Convert multiple images to searchable PDF (OCR) with free command line tools
In this example, we'll show how to convert multiple PNG images to a multi page searchable PDF file. We'll use the following command line tools:
- ImageMagick for converting PNGs into multi page TIFF and PDF files.
- Tesseract OCR, an open source OCR engine.
- PDFtk Free for overlay joining of PDF files.

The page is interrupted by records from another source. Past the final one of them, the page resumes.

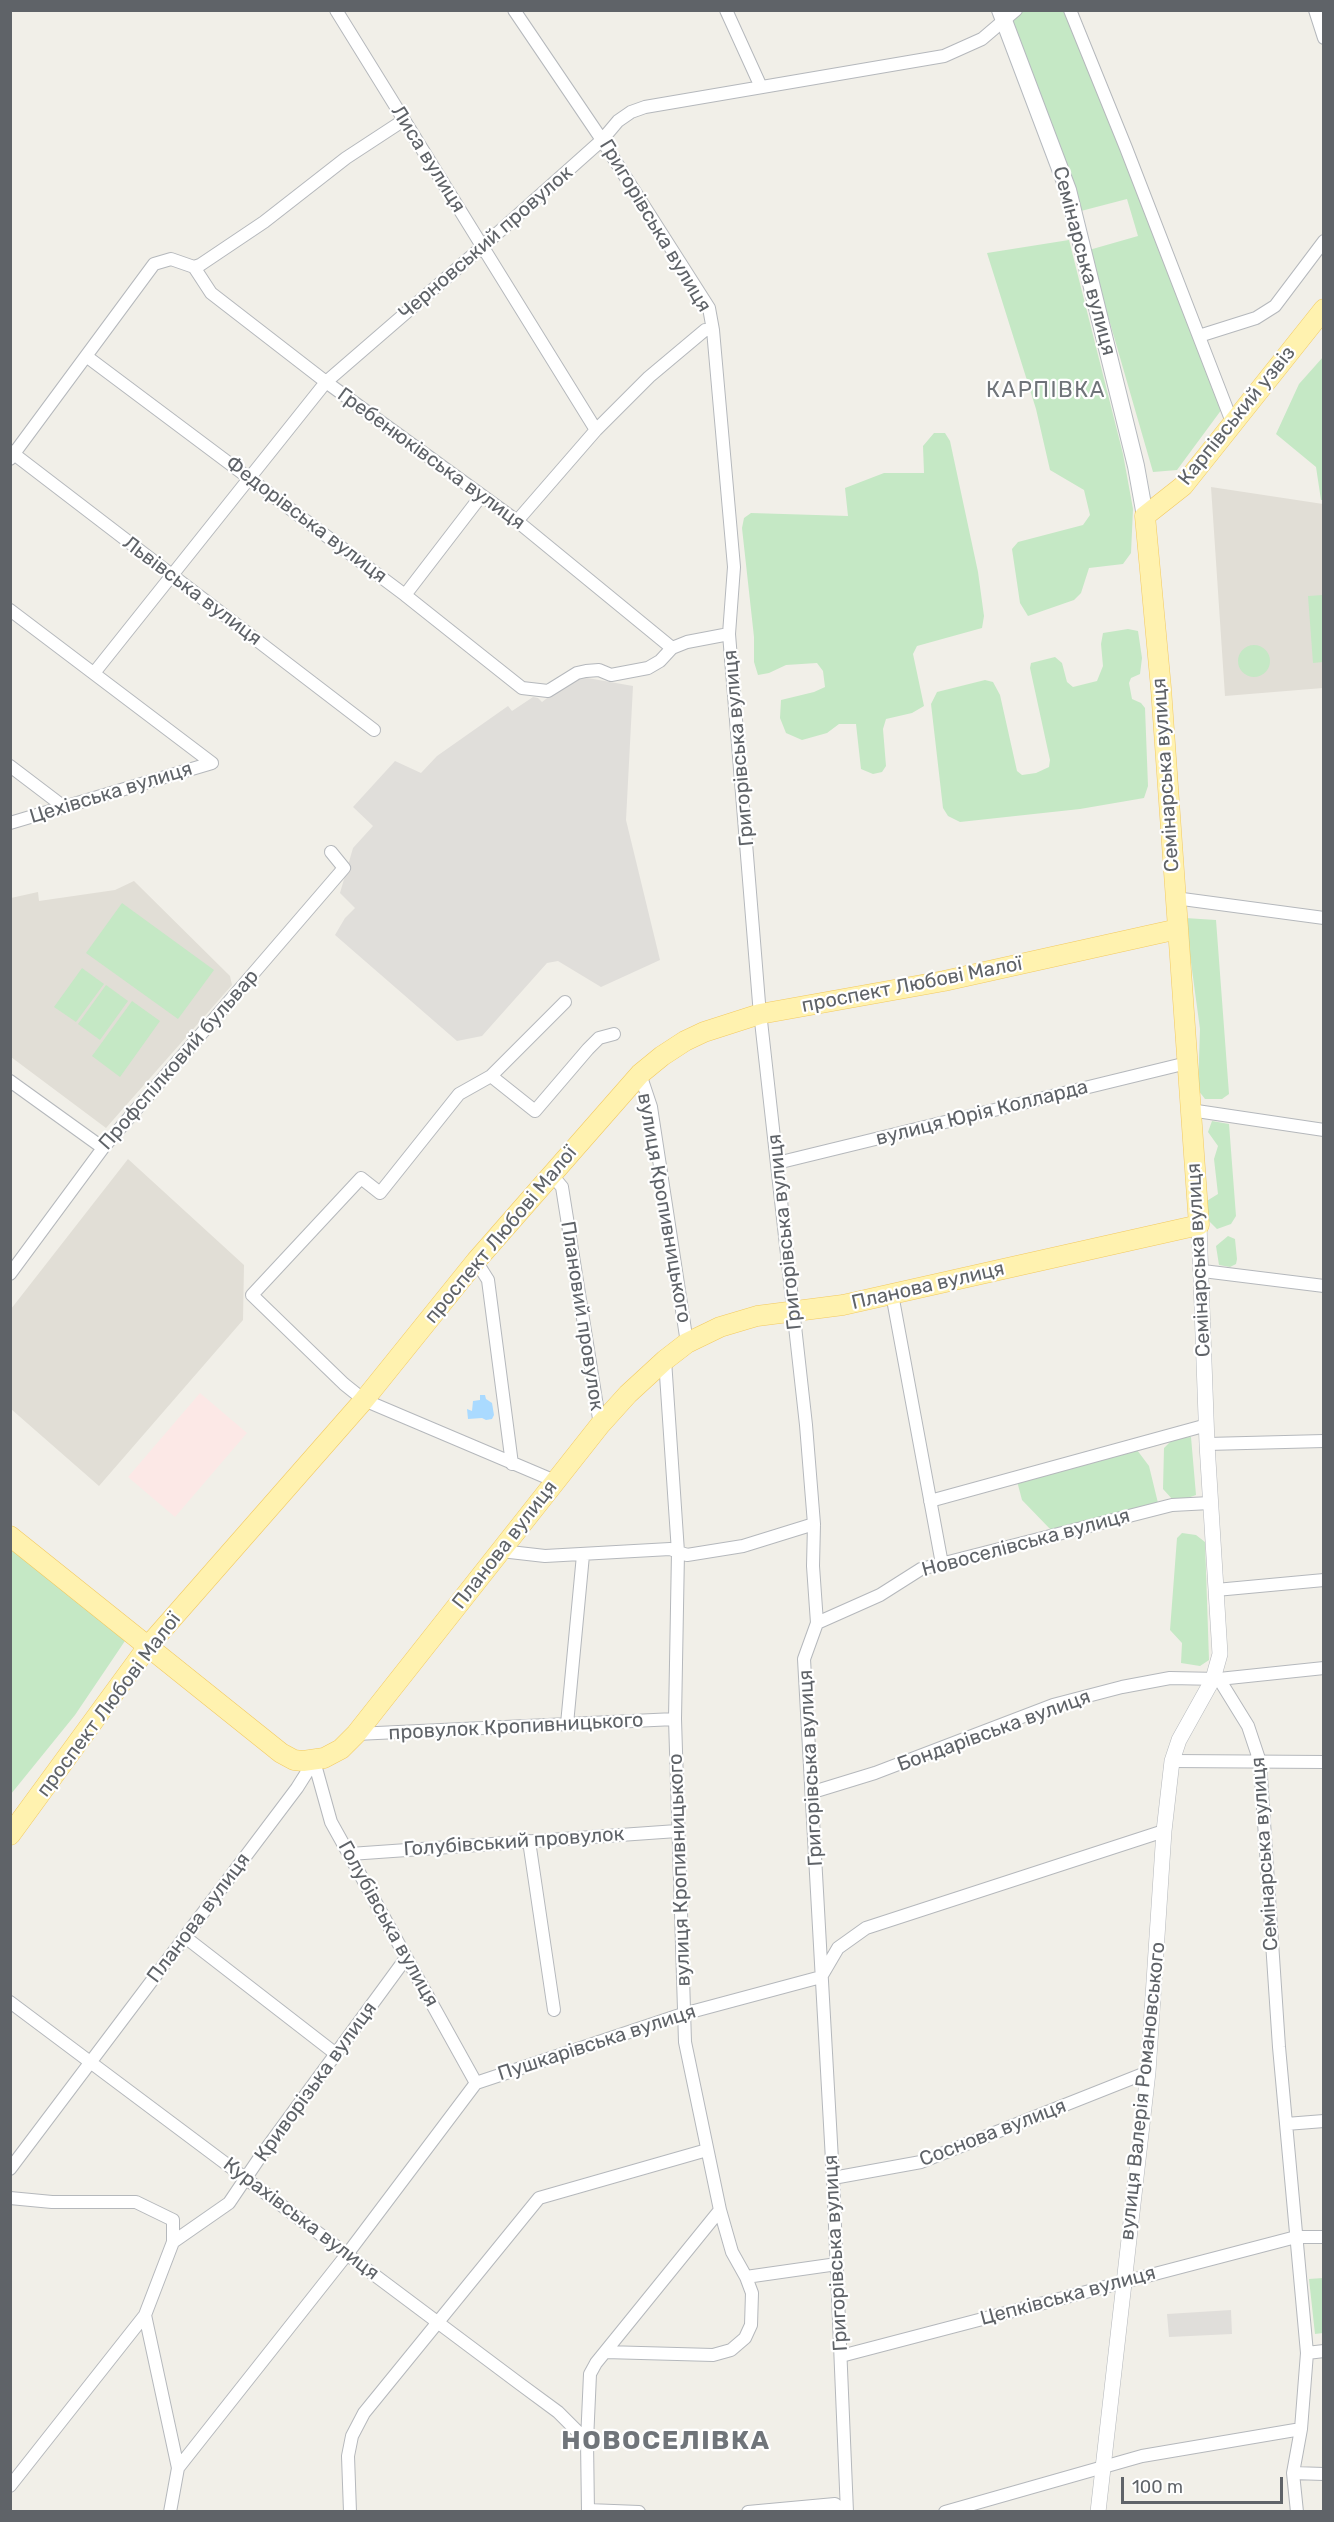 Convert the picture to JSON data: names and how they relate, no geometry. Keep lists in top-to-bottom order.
{
  "streets": {
    "main road": [
      "Семінарська вулиця",
      "Карпівський узвіз",
      "проспект Любові Малої",
      "Планова вулиця"
    ],
    "street": [
      "Лиса вулиця",
      "Григорівська вулиця",
      "Черновський провулок",
      "Гребенюківська вулиця",
      "Федорівська вулиця",
      "Львівська вулиця",
      "Цехівська вулиця",
      "Профспілковий бульвар",
      "вулиця Юрія Колларда",
      "вулиця Кропивницького",
      "Плановий провулок",
      "Новоселівська вулиця",
      "провулок Кропивницького",
      "Бондарівська вулиця",
      "Голубівський провулок",
      "Голубівська вулиця",
      "Пушкарівська вулиця",
      "Криворізька вулиця",
      "вулиця Валерія Романовського",
      "Соснова вулиця",
      "Курахівська вулиця",
      "Цепківська вулиця"
    ]
  },
  "crossings": [
    ["Лиса вулиця", "Черновський провулок"],
    ["Григорівська вулиця", "Черновський провулок"],
    ["Григорівська вулиця", "проспект Любові Малої"],
    ["Григорівська вулиця", "вулиця Юрія Колларда"],
    ["Григорівська вулиця", "Планова вулиця"],
    ["Григорівська вулиця", "Новоселівська вулиця"],
    ["Григорівська вулиця", "Бондарівська вулиця"],
    ["Григорівська вулиця", "Пушкарівська вулиця"],
    ["Григорівська вулиця", "Соснова вулиця"],
    ["Григорівська вулиця", "Цепківська вулиця"],
    ["Черновський провулок", "Семінарська вулиця"],
    ["Черновський провулок", "Гребенюківська вулиця"],
    ["Черновський провулок", "Федорівська вулиця"],
    ["Черновський провулок", "Львівська вулиця"],
    ["Черновський провулок", "Цехівська вулиця"],
    ["Семінарська вулиця", "Карпівський узвіз"],
    ["Семінарська вулиця", "проспект Любові Малої"],
    ["Семінарська вулиця", "вулиця Юрія Колларда"],
    ["Семінарська вулиця", "Планова вулиця"],
    ["Семінарська вулиця", "Новоселівська вулиця"],
    ["Семінарська вулиця", "Бондарівська вулиця"],
    ["Семінарська вулиця", "вулиця Валерія Романовського"],
    ["Семінарська вулиця", "Цепківська вулиця"],
    ["Гребенюківська вулиця", "Федорівська вулиця"],
    ["проспект Любові Малої", "вулиця Кропивницького"],
    ["проспект Любові Малої", "Плановий провулок"],
    ["вулиця Кропивницького", "Планова вулиця"],
    ["вулиця Кропивницького", "провулок Кропивницького"],
    ["вулиця Кропивницького", "Голубівський провулок"],
    ["вулиця Кропивницького", "Пушкарівська вулиця"],
    ["Планова вулиця", "Плановий провулок"],
    ["Планова вулиця", "провулок Кропивницького"],
    ["Планова вулиця", "Голубівська вулиця"],
    ["Планова вулиця", "Курахівська вулиця"],
    ["Бондарівська вулиця", "вулиця Валерія Романовського"],
    ["Голубівський провулок", "Голубівська вулиця"],
    ["Голубівська вулиця", "Пушкарівська вулиця"],
    ["Голубівська вулиця", "Криворізька вулиця"],
    ["Пушкарівська вулиця", "Курахівська вулиця"],
    ["Криворізька вулиця", "Курахівська вулиця"],
    ["вулиця Валерія Романовського", "Соснова вулиця"],
    ["вулиця Валерія Романовського", "Цепківська вулиця"]
  ],
  "districts": ["КАРПІВКА", "НОВОСЕЛІВКА"],
  "scale_bar": "100 m"
}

Assume we have multiple PNG files sorted in order
image01.png
image02.png
image03.png
image04.png
image05.png
Convert the images to images.tiff
and images.pdf
. The files may need rotating (-rotate
) or trimming (-shave
).
magick convert -rotate 270 -shave 0x410 *.png images.tiff
magick convert images.tiff images.pdf
Here, we are creating both images.tiff
and images.pdf
. The reason we're doing both is because tesseract reads TIFF images. The conversion of these images should be lossless, but you may want to just double check it is indeed and check for compression artifacts.
Read the images.tiff
file in English and produce a seperate text only PDF text.pdf
using Tesseract OCR
tesseract images.tiff text -l eng -c textonly_pdf=1 pdf
The combine both PDF files images.pdf
and text.pdf
one on top of another using PDFtk, generating a new file full.pdf
pdftk text.pdf multibackground images.pdf output full.pdf
The file full.pdf
should now be a PDF file with searchable text.